Identifying the Origins of Microstructural Defects Such as Cracking within Ni‐Rich NMC811 Cathode Particles for Lithium‐Ion Batteries

The next generation of automotive lithium‐ion batteries may employ NMC811 materials; however, defective particles are of significant interest due to their links to performance loss. Here, it is demonstrated that even before operation, on average, one‐third of NMC811 particles experience some form of defect, increasing in severity near the separator interface. It is determined that defective particles can be detected and quantified using low resolution imaging, presenting a significant improvement for material statistics.

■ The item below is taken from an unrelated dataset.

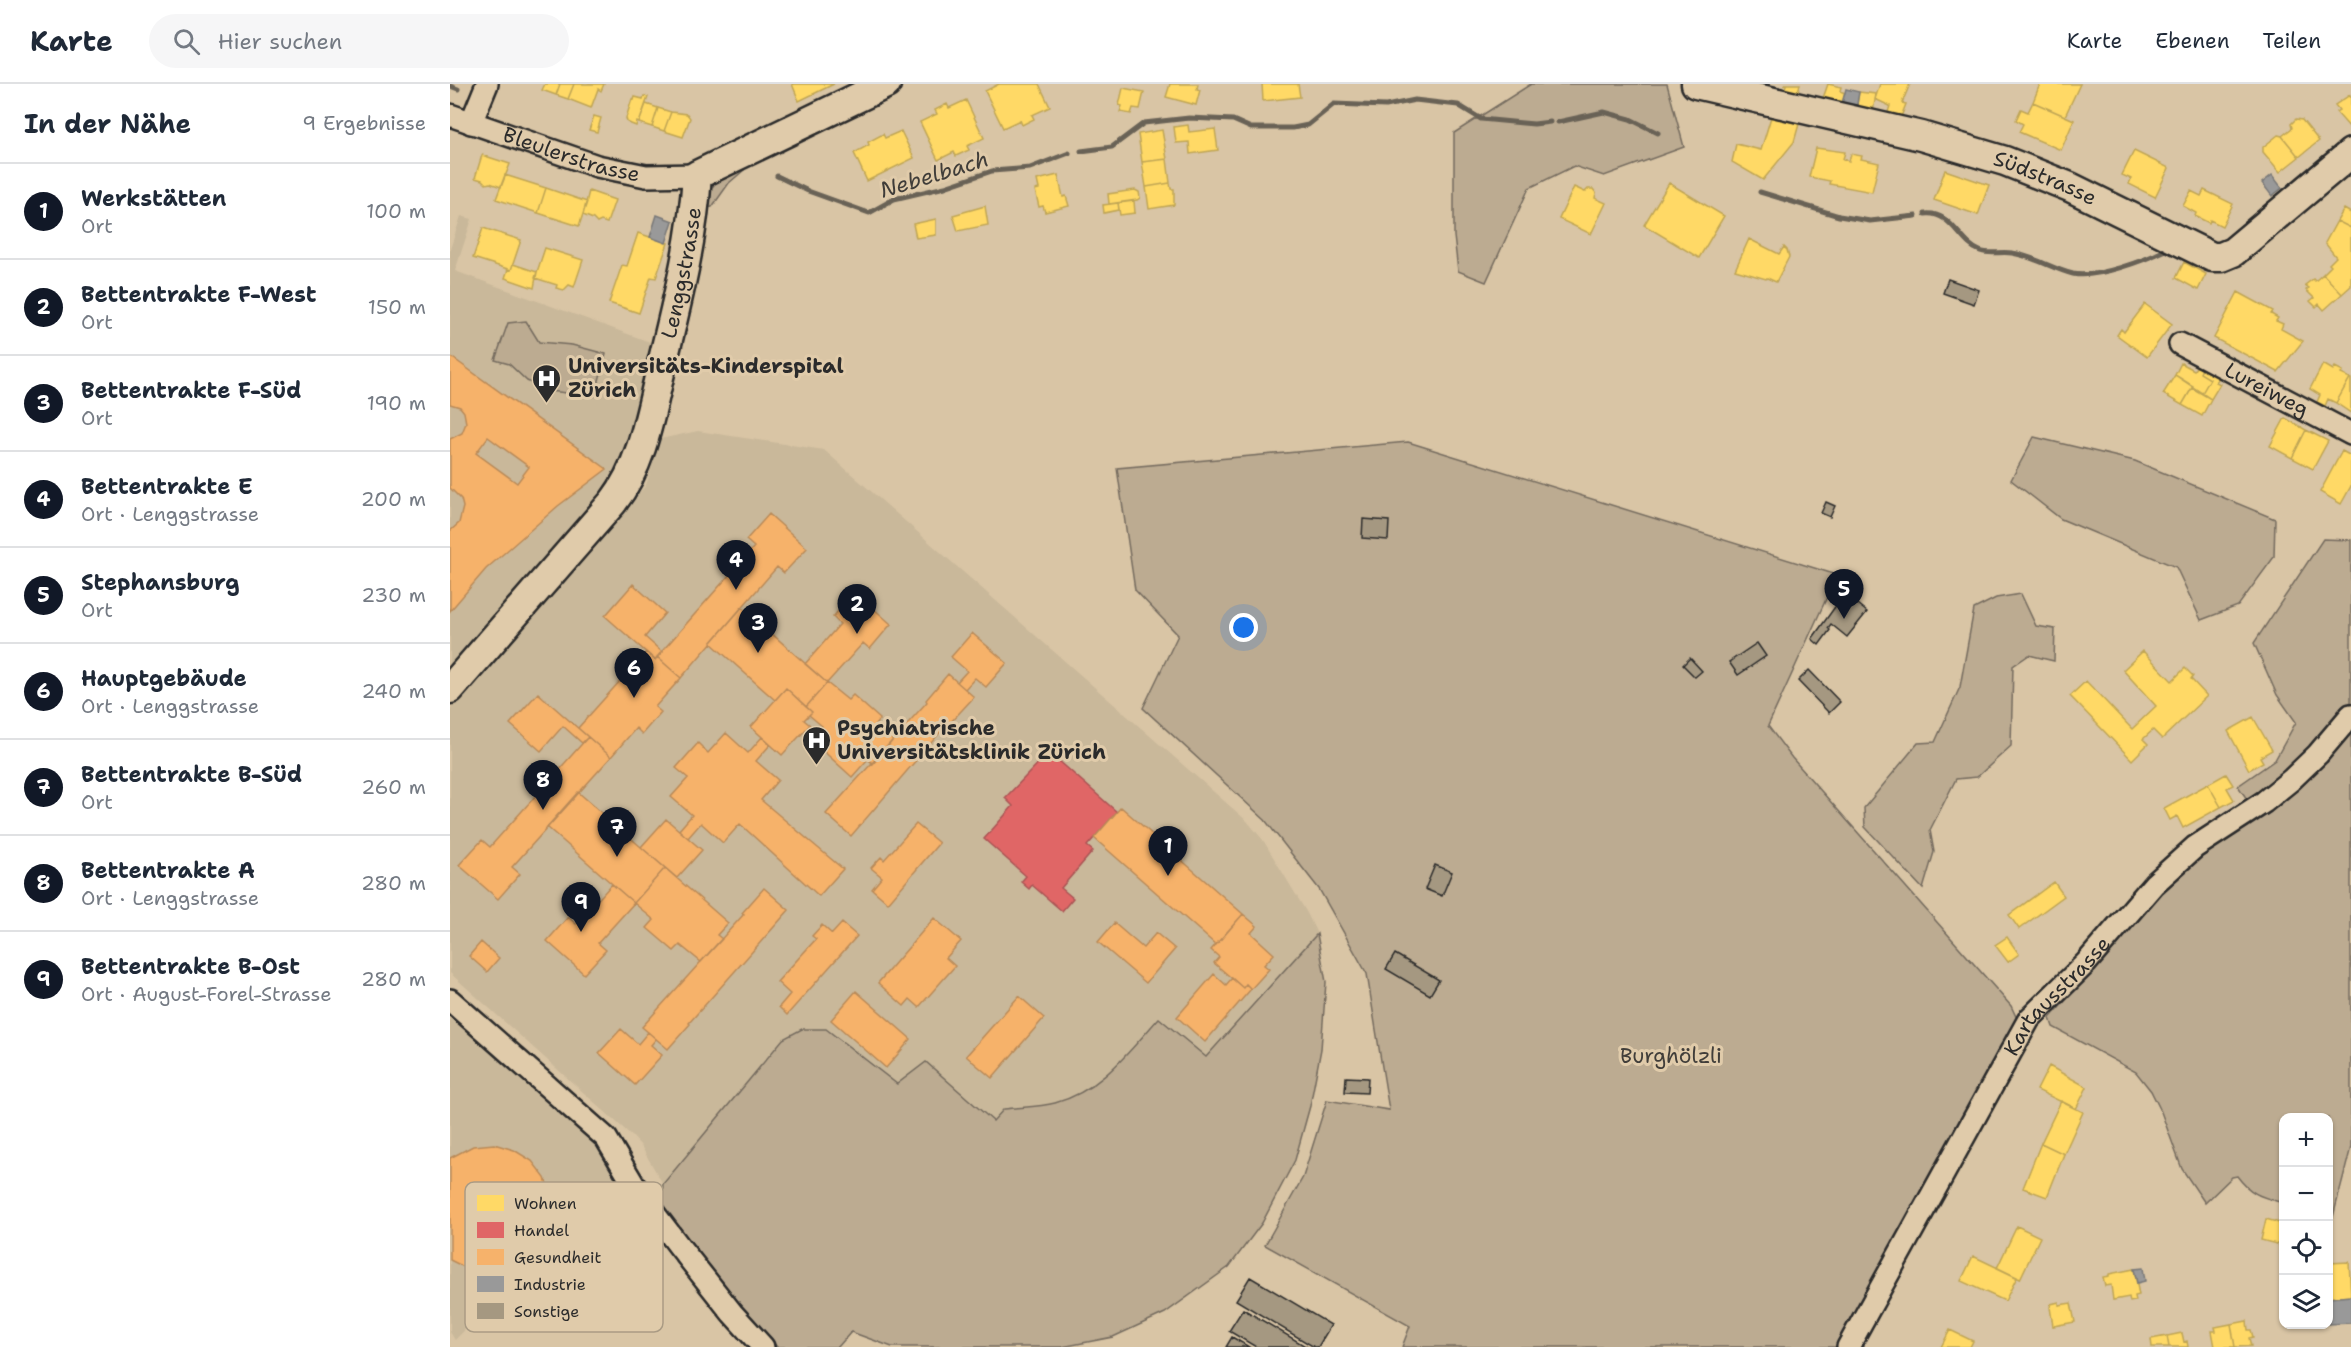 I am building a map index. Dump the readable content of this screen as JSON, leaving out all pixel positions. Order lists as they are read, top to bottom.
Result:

Fluorescence and diffraction data reveal that the variation of Mn content within the NMC particles may correlate to crystallographic disordering, indicating that the mobility and dissolution of Mn may be a key aspect of degradation during initial cycling. This, however, does not appear to correlate with the severity of particle cracking, which when analyzed at high spatial resolutions, reveals cracking structures similar to lower Ni content NMC, suggesting that the disconnection and separation of neighboring primary particles may be due to electrochemical expansion/contraction, exacerbated by other factors such as grain orientation that are inherent in such polycrystalline materials. These findings can guide research directions toward mitigating degradation at each respective length‐scale: electrode sheets, secondary and primary particles, and individual crystals, ultimately leading to improved automotive ranges and lifetimes. High voltage operation of Ni‐rich cathodes can meet the rate and capacity demands of electric vehicles; however, degradation impedes practical application. This work reports that fabrication cracking is more severe at the cathode‐separator interface; variously sized secondary particles can experience operational cracking; even low cycle numbers can induce inter‐primary particle splitting; and crystal disorder may be linked to Mn mobility.